Tidwell is a diehard believer in free markets without government manipulation. He said that government’s role is to protect Americans — as in the term, “national defense.”
He said that the economic crisis could be better resolved by allowing small businesses and corporations to grow without government intervention, which would create more jobs.
“Americans can and will work our way out of tough times if government will stay out of our lives and businesses,” Tidwell declared.
Tidwell plans to take his campaign to El Paso County, where he’ll speak at the April 15 Tax Day Tea Party on the Pioneer Museum lawn in downtown Colorado Springs. The “zinger” tea rally is one of several hundred protests being organized across the country.
Former presidential candidate Pat Buchanan mass e-mailed a call to cups.
“Some Tea Party participants call themselves ‘God-fearing patriots,’ and it’s a good description for the movement that is gaining strength,” wrote Buchanan.
“In outrage against the billions of our dollars being used to pay for the irresponsible behavior of others — and the trillions more in the Obama budget that will be used to expand government even further into our lives — the Reagan coalition of the faithful and the fiscally conservative is reassembling,” Buchanan wrote in his summary of the conservative uprising.
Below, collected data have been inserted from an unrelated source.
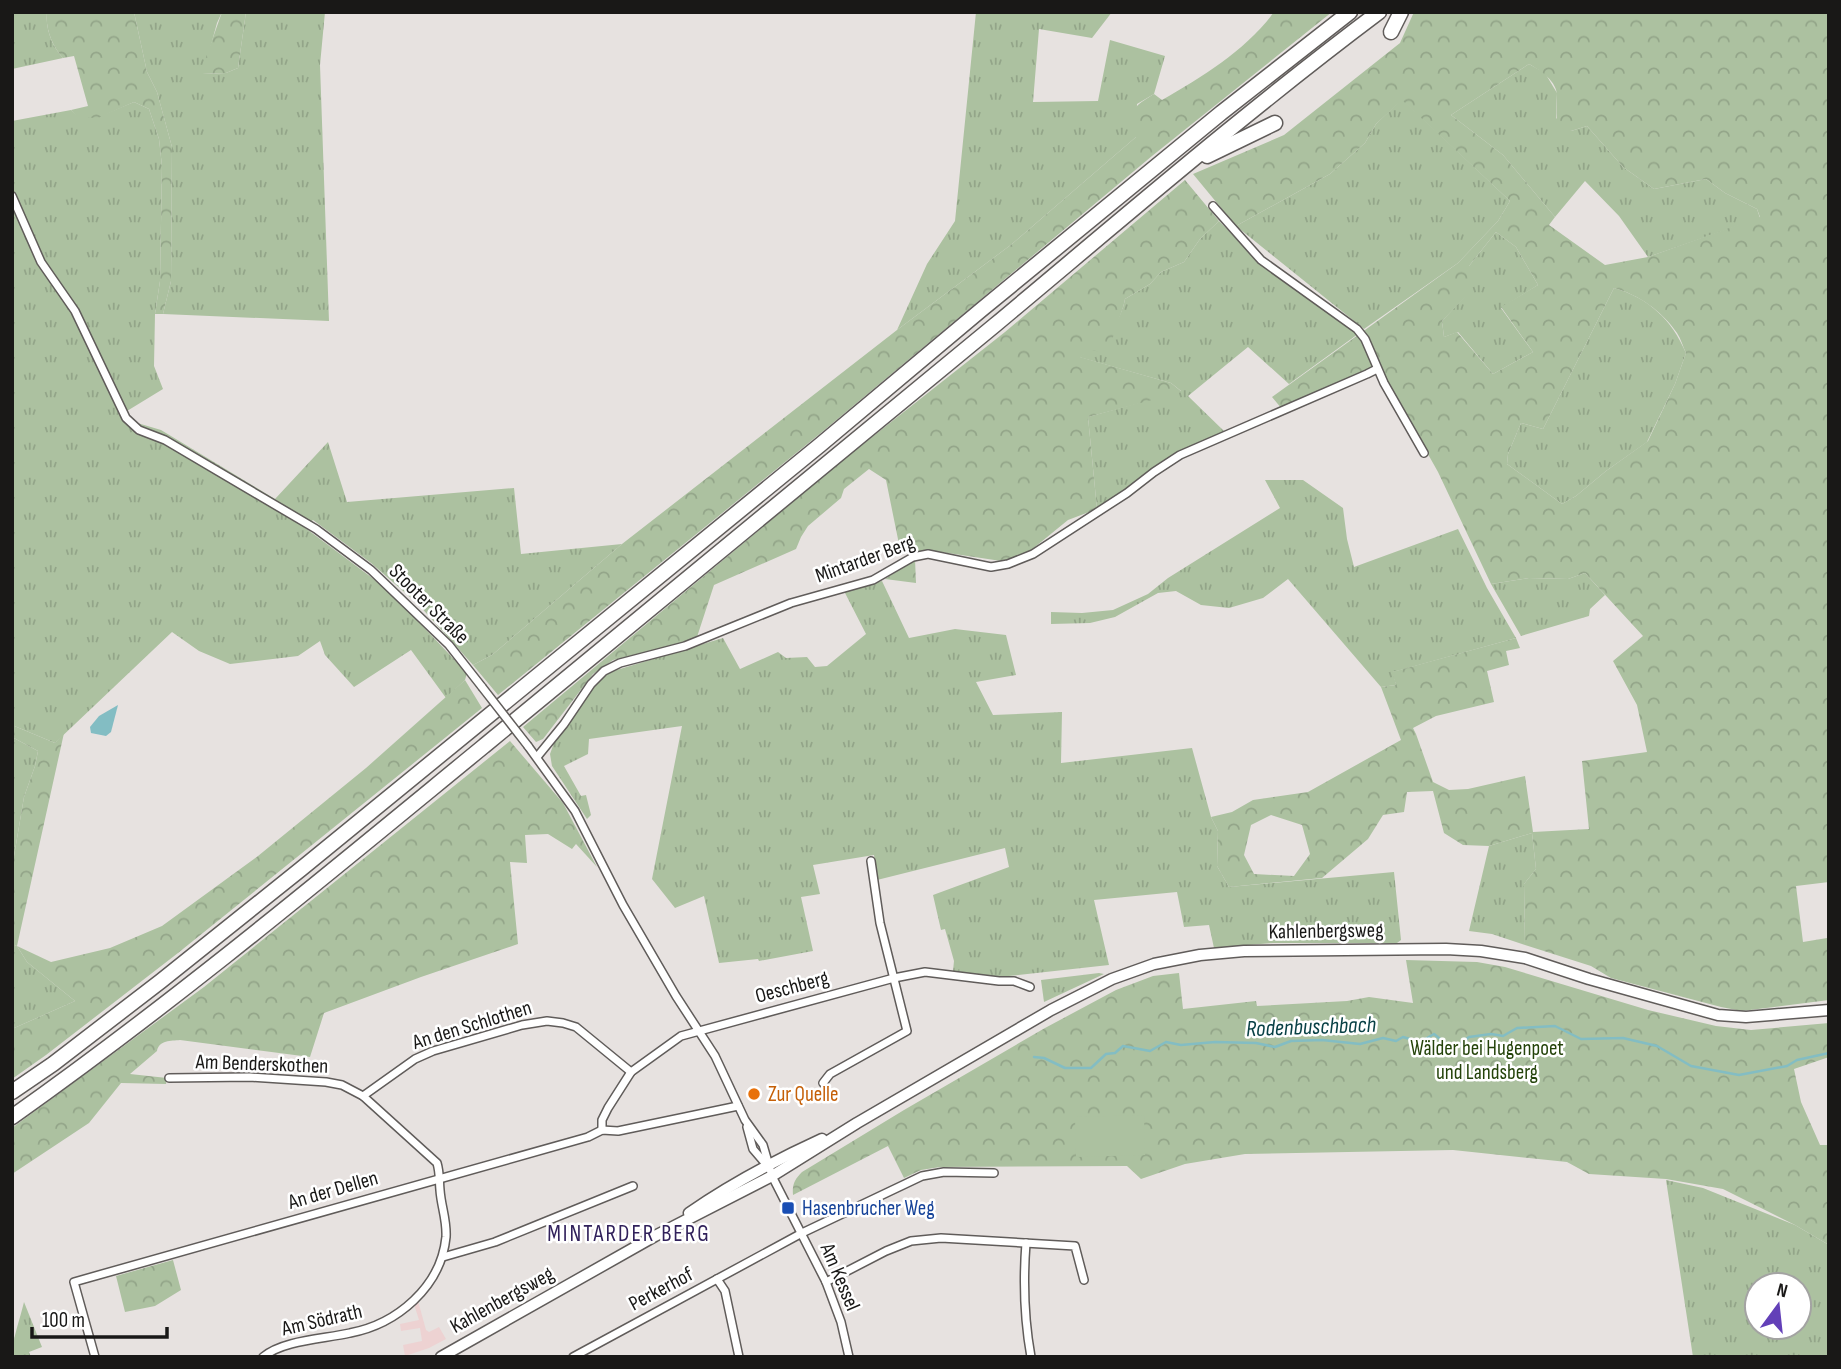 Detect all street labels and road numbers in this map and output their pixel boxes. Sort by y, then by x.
street label: Mintarder Berg [812,530,918,588]
street label: Stooter Straße [384,559,474,649]
street label: Kahlenbergsweg [1268,917,1384,945]
street label: Oeschberg [753,965,831,1009]
street label: An den Schlothen [409,995,534,1055]
street label: Am Benderskothen [194,1049,329,1079]
street label: An der Dellen [284,1165,381,1215]
street label: Am Kessel [814,1239,865,1315]
street label: Kahlenbergsweg [446,1261,558,1339]
street label: Perkerhof [625,1261,698,1316]
street label: Am Södrath [278,1299,365,1342] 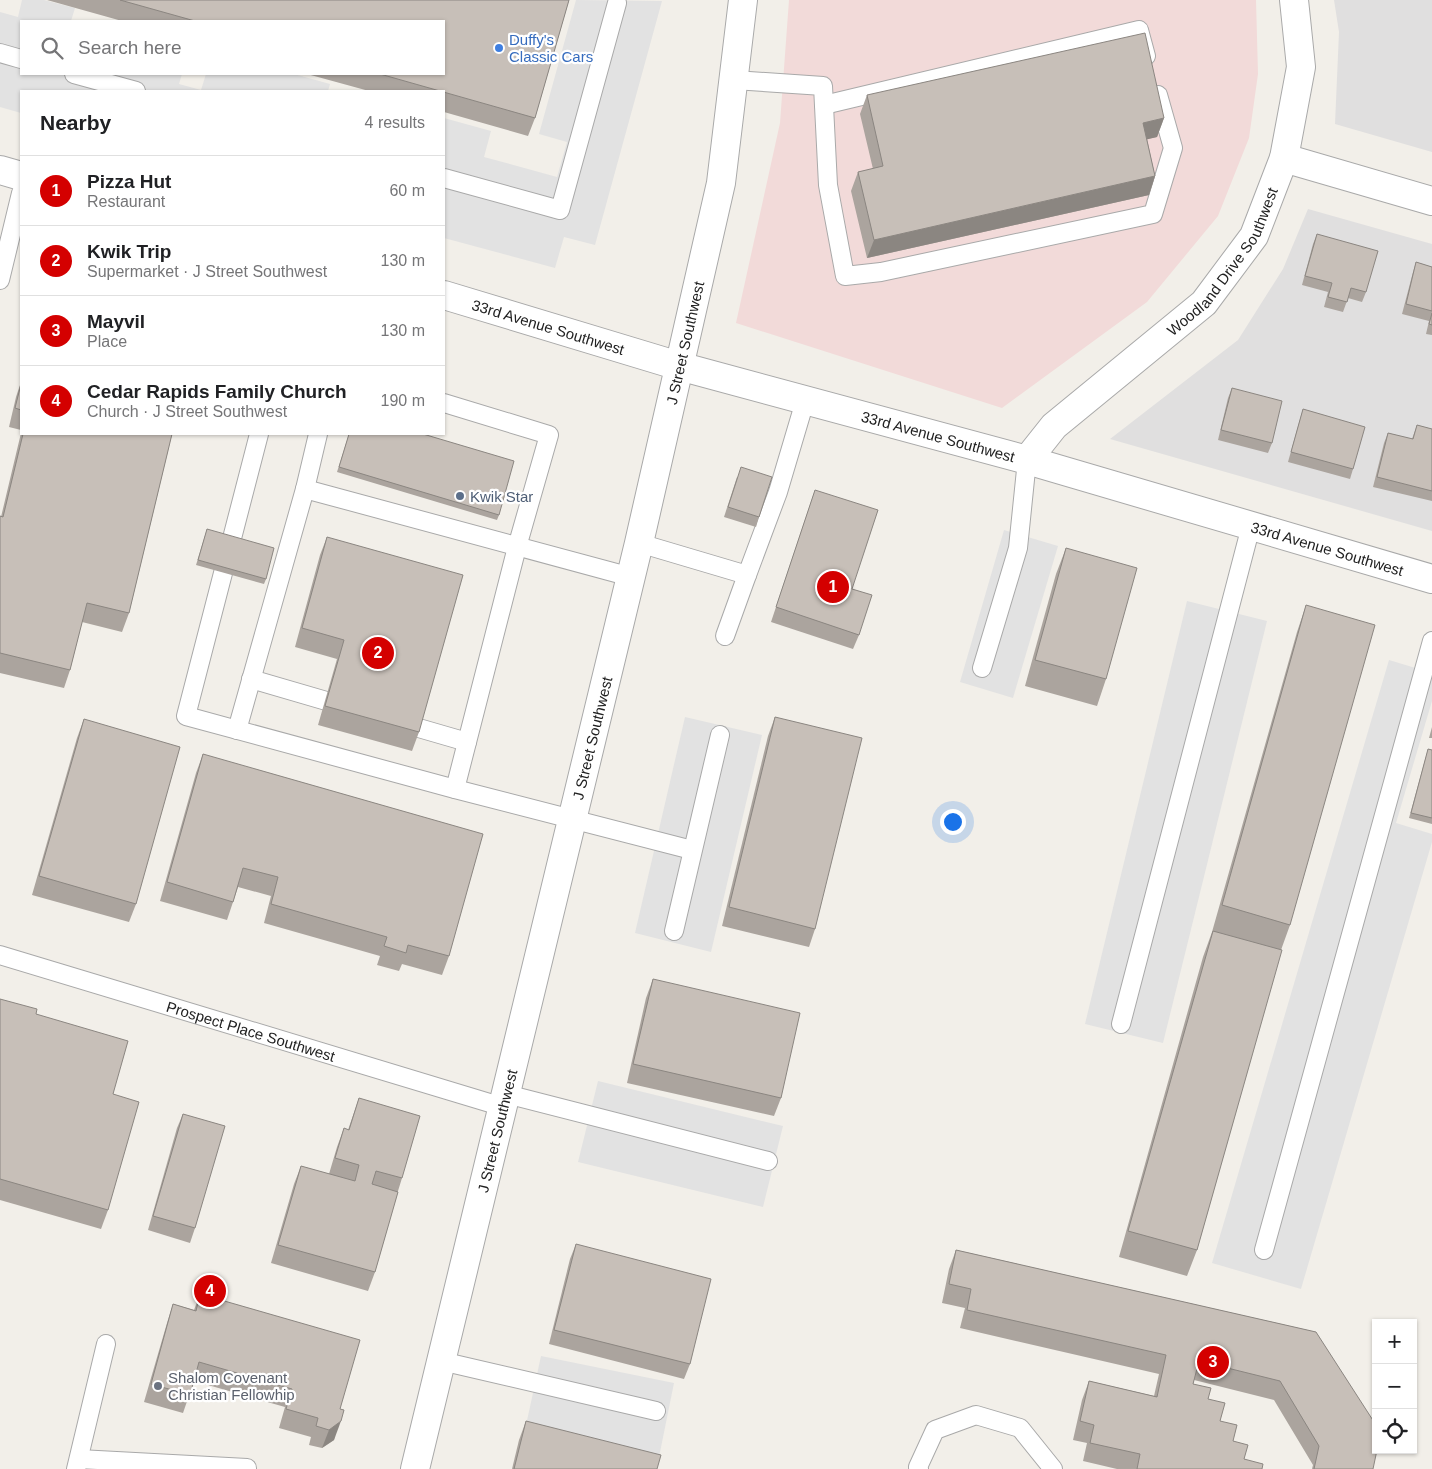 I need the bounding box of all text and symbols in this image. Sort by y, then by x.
search box [20,20,445,75]
place label: Duffy's Classic Cars [509,31,593,65]
icon: search [38,34,66,62]
text: Search here [78,37,182,58]
marker: Duffy's Classic Cars [493,42,505,54]
text: Nearby [40,111,111,134]
text: 4 results [365,114,425,131]
text: Pizza Hut [87,171,171,192]
text: 1 [52,182,60,199]
text: 60 m [389,182,425,199]
street label: Woodland Drive Southwest [1163,184,1281,339]
text: Restaurant [87,193,165,210]
text: Kwik Trip [87,241,171,262]
text: 2 [52,252,60,269]
text: 130 m [381,252,425,269]
text: Supermarket · J Street Southwest [87,263,327,280]
street label: J Street Southwest [662,279,707,406]
street label: 33rd Avenue Southwest [470,296,627,358]
text: Mayvil [87,311,145,332]
text: 3 [52,322,60,339]
text: 130 m [381,322,425,339]
text: Place [87,333,127,350]
text: Cedar Rapids Family Church [87,381,347,402]
text: 4 [52,392,60,409]
text: 190 m [381,392,425,409]
text: Church · J Street Southwest [87,403,287,420]
street label: 33rd Avenue Southwest [860,407,1018,465]
place label: Kwik Star [470,488,533,505]
marker: Kwik Star [454,490,466,502]
street label: 33rd Avenue Southwest [1249,518,1406,579]
pin: 1 [817,568,849,606]
pin: 2 [362,634,394,672]
street label: J Street Southwest [569,674,615,801]
your location [940,809,966,835]
street label: Prospect Place Southwest [164,997,338,1065]
street label: J Street Southwest [474,1067,520,1194]
pin: 4 [194,1272,226,1310]
map controls [1372,1319,1417,1454]
button: + [1372,1319,1417,1364]
pin: 3 [1197,1343,1229,1381]
button: − [1372,1364,1417,1409]
place label: Shalom Covenant Christian Fellowhip [168,1369,295,1403]
marker: Shalom Covenant Christian Fellowhip [152,1380,164,1392]
button: locate [1372,1409,1417,1454] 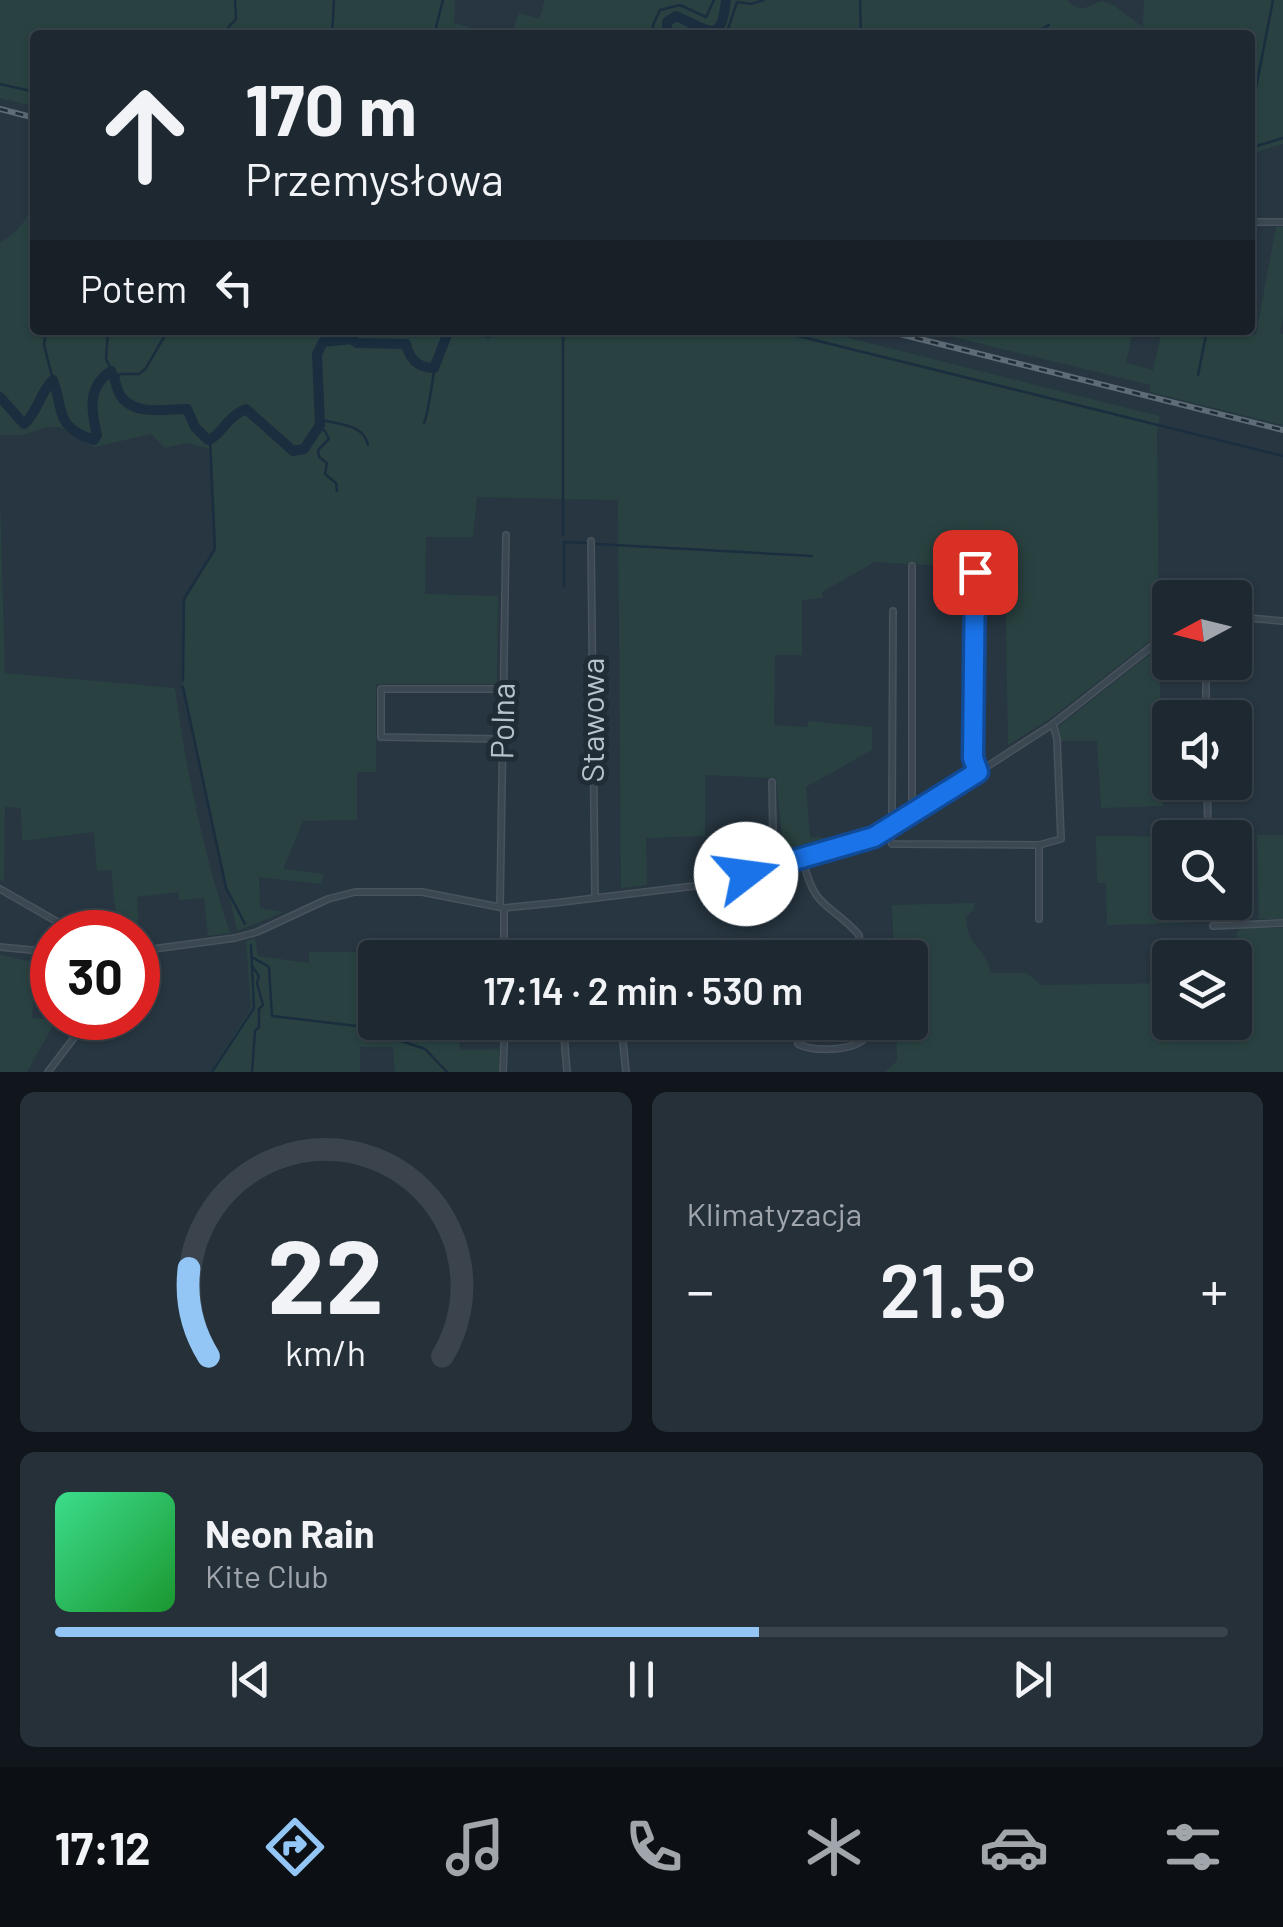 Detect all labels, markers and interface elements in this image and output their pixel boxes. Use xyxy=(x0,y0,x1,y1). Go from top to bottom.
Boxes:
text: 170 m xyxy=(245,66,417,150)
icon: ahead xyxy=(80,70,210,200)
text: Przemysłowa xyxy=(245,151,504,205)
icon: left xyxy=(207,260,262,315)
text: Potem xyxy=(80,265,187,311)
pin xyxy=(933,530,1018,615)
icon: arrive xyxy=(948,545,1003,600)
north arrow xyxy=(1152,580,1252,680)
map controls xyxy=(1152,580,1252,1040)
street label: Stawowa xyxy=(572,658,610,782)
street label: Polna xyxy=(481,682,521,760)
button: sound xyxy=(1152,700,1252,800)
button: search xyxy=(1152,820,1252,920)
position arrow xyxy=(694,822,798,926)
speed limit sign: 30 xyxy=(30,910,160,1040)
button: layers xyxy=(1152,940,1252,1040)
text: 17:14 · 2 min · 530 m xyxy=(483,967,803,1013)
text: Klimatyzacja xyxy=(687,1194,862,1232)
text: 22 xyxy=(268,1210,384,1335)
text: 21.5° xyxy=(879,1243,1035,1333)
text: − xyxy=(687,1256,714,1322)
text: + xyxy=(1200,1256,1228,1322)
text: km/h xyxy=(285,1330,366,1373)
text: Neon Rain xyxy=(205,1510,374,1556)
text: Kite Club xyxy=(205,1556,329,1594)
icon: previous xyxy=(223,1652,278,1707)
icon: pause xyxy=(614,1652,669,1707)
icon: next xyxy=(1005,1652,1060,1707)
icon: directions xyxy=(260,1812,330,1882)
icon: music xyxy=(440,1812,510,1882)
icon: phone xyxy=(619,1812,689,1882)
icon: climate xyxy=(799,1812,869,1882)
icon: car xyxy=(979,1812,1049,1882)
icon: filters xyxy=(1158,1812,1228,1882)
text: 17:12 xyxy=(55,1820,151,1874)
Tidwell has converted at least one fan — blogger “Mr. Burton,” a Republican from El Paso County, who told of his support for Tidwell and urged fellow conservatives to sit up and take note.
Another conservative blogger, “American Son,” e-mailed Buchanan and begged him to come save the day from Tidwell.
“Pat, this guy, Cleve Tidwell, is making it known that the political types that call themselves conservatives, are looking at us as stupid people to be used,” wrote “American Son” to Buchanan. “His press guy sent an e-mail with the following buzz-garbage to convince us he is our man.”
The “offending” language included such phrases as “positive vision for the future,” “higher productivity” and “every citizen or legal national in America should be treated with equality.”
“American Son” complained that politicians with their “…smiling, make-nice, reach-across-the-aisle, milquetoast attitudes, are either continuing to sell America down the river or are absolutely clueless.”
“Agghh!!! What we have now are clowns to the left of us and jokers to the right. But, what we need is Pat,” he exclaimed.
In light of these fighting words, it will be interesting to see if El Paso County warriors give peace and Tidwell — a chance.